La requête a été communiquée au préfet des Bouches-du-Rhône qui n’a pas produit de mémoire.
Vu les autres pièces du dossier.
Vu la décision du 1er juillet 2024 du président du tribunal désignant M. C pour exercer les fonctions de juge des référés prévues au livre V du code de justice administrative.
Vu :
— le code de l’entrée et du séjour des étrangers et du droit d’asile ;
— la loi n° 91-647 du 10 juillet 1991 et le décret n° 2020-1717 du 28 décembre 2020 ;
— l’arrêté du 1er août 2023 pris pour l’application de l’article R. 431-2 du code de l’entrée et du séjour des étrangers et du droit d’asile fixant les modalités d’accueil et d’accompagnement et les conditions de recours à la solution de substitution des usagers du téléservice « ANEF »
— le code de justice administrative.
Considérant ce qui suit :
1. Aux termes de l’article L. 521-3 du code de justice administrative : « En cas d’urgence et sur simple requête qui sera recevable même en l’absence de décision administrative préalable, le juge des référés peut ordonner toutes autres mesures utiles sans faire obstacle à l’exécution d’aucune décision administrative. »
2. Nigérian né le 7 mars 1971, M. B s’est vu délivrer en dernier lieu une carte de séjour temporaire portant la mention « vie privée et familiale », valable jusqu’au 19 mars 2025, en exécution d’un jugement n° 2311842 du 23 février 2024 du tribunal administratif de Marseille.

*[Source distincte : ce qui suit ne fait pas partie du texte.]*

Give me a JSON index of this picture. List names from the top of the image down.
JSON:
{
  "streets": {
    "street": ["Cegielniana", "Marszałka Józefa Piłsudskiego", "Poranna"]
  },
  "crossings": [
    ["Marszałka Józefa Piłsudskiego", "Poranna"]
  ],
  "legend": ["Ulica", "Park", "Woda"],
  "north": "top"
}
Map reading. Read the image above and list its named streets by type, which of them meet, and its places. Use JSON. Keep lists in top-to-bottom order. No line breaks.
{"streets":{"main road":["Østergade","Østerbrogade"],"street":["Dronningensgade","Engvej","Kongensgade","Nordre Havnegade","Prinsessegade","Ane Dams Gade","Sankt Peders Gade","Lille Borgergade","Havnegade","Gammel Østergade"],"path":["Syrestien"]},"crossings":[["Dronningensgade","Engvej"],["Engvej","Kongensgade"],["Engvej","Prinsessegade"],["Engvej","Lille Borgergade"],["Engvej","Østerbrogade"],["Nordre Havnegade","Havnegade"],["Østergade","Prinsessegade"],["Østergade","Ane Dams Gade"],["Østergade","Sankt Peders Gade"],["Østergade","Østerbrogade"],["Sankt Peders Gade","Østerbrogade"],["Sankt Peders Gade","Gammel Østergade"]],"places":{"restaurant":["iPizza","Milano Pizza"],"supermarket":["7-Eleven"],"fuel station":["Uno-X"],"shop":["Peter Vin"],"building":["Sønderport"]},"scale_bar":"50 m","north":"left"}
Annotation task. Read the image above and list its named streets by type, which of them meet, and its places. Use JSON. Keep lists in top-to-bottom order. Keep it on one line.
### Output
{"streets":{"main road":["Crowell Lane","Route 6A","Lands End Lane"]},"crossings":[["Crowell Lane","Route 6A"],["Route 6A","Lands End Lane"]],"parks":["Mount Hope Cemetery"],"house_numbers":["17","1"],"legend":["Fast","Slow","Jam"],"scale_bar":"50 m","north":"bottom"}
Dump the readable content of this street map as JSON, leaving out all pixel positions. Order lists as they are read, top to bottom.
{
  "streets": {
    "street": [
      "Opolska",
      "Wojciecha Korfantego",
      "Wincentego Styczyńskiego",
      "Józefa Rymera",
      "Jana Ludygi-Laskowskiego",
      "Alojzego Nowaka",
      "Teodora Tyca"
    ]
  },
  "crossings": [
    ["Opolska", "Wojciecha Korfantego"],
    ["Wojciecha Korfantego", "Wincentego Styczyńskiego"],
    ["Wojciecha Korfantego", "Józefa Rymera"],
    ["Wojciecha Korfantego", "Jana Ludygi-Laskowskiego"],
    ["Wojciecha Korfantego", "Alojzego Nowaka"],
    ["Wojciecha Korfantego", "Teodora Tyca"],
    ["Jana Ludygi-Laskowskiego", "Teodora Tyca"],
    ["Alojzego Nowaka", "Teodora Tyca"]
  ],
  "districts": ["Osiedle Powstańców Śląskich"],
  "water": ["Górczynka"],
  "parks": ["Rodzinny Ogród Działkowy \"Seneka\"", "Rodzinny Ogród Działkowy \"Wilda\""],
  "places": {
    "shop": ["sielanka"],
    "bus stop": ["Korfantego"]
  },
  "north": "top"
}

Il indique avoir tenté en vain d’en solliciter le renouvellement au moyen du téléservice Administration numérique pour les étrangers en France (ANEF), le 6 janvier 2025, faute d’avoir reçu un mot de passe provisoire à la suite de sa demande de réinitialisation de son mot de passe. Après avoir eu recours à l’assistance, via un formulaire de contact, mise en œuvre par le « centre de contact citoyens » de l’Agence nationale des titres sécurisés, il a essayé à plusieurs reprises d’obtenir un rendez-vous en ligne « blocage ANEF » avec un point d’accueil numérique mais n’y est pas parvenu en l’absence de créneau disponible malgré les tentatives effectuées au cours de semaines différentes. M. B demande au juge des référés, sur le fondement de l’article L. 521-3 du code de justice administrative, d’enjoindre au préfet des Bouches-du-Rhône de lui communiquer un lien de réinitialisation de son mot de passe pour lui permettre de se connecter au téléservice ANEF, d’enregistrer sa demande de renouvellement de carte de séjour et de lui délivrer un récépissé avec autorisation de travail ou une attestation de prolongation de l’instruction dès l’enregistrement du dossier complet.
3. D’une part, aux termes de l’article R. 431-2 du code de l’entrée et du séjour des étrangers et du droit d’asile : « La demande d’un titre de séjour figurant sur une liste fixée par arrêté du ministre chargé de l’immigration s’effectue au moyen d’un téléservice à compter de la date fixée par le même arrêté. Les catégories de titres de séjour désignées par arrêté figurent en annexe 9 du présent code. / Les personnes qui ne sont pas en mesure d’effectuer elles-mêmes le dépôt en ligne de leur demande bénéficient d’un accueil et d’un accompagnement leur permettant d’accomplir cette formalité. / En outre, une solution de substitution, prenant la forme d’un accueil physique permettant l’enregistrement de la demande, est mise en place pour l’étranger qui, ayant accompli toutes les diligences qui lui incombent, notamment en ayant fait appel au dispositif d’accueil et d’accompagnement prévu à l’alinéa précédent, se trouve dans l’impossibilité constatée d’utiliser le téléservice pour des raisons tenant à la conception ou au mode de fonctionnement de celui-ci. / Le ministre chargé de l’immigration fixe par arrêté les modalités de l’accueil et de l’accompagnement mentionnés au deuxième alinéa ainsi que les conditions de recours et modalités de mise en œuvre de la solution de substitution prévue au troisième alinéa. »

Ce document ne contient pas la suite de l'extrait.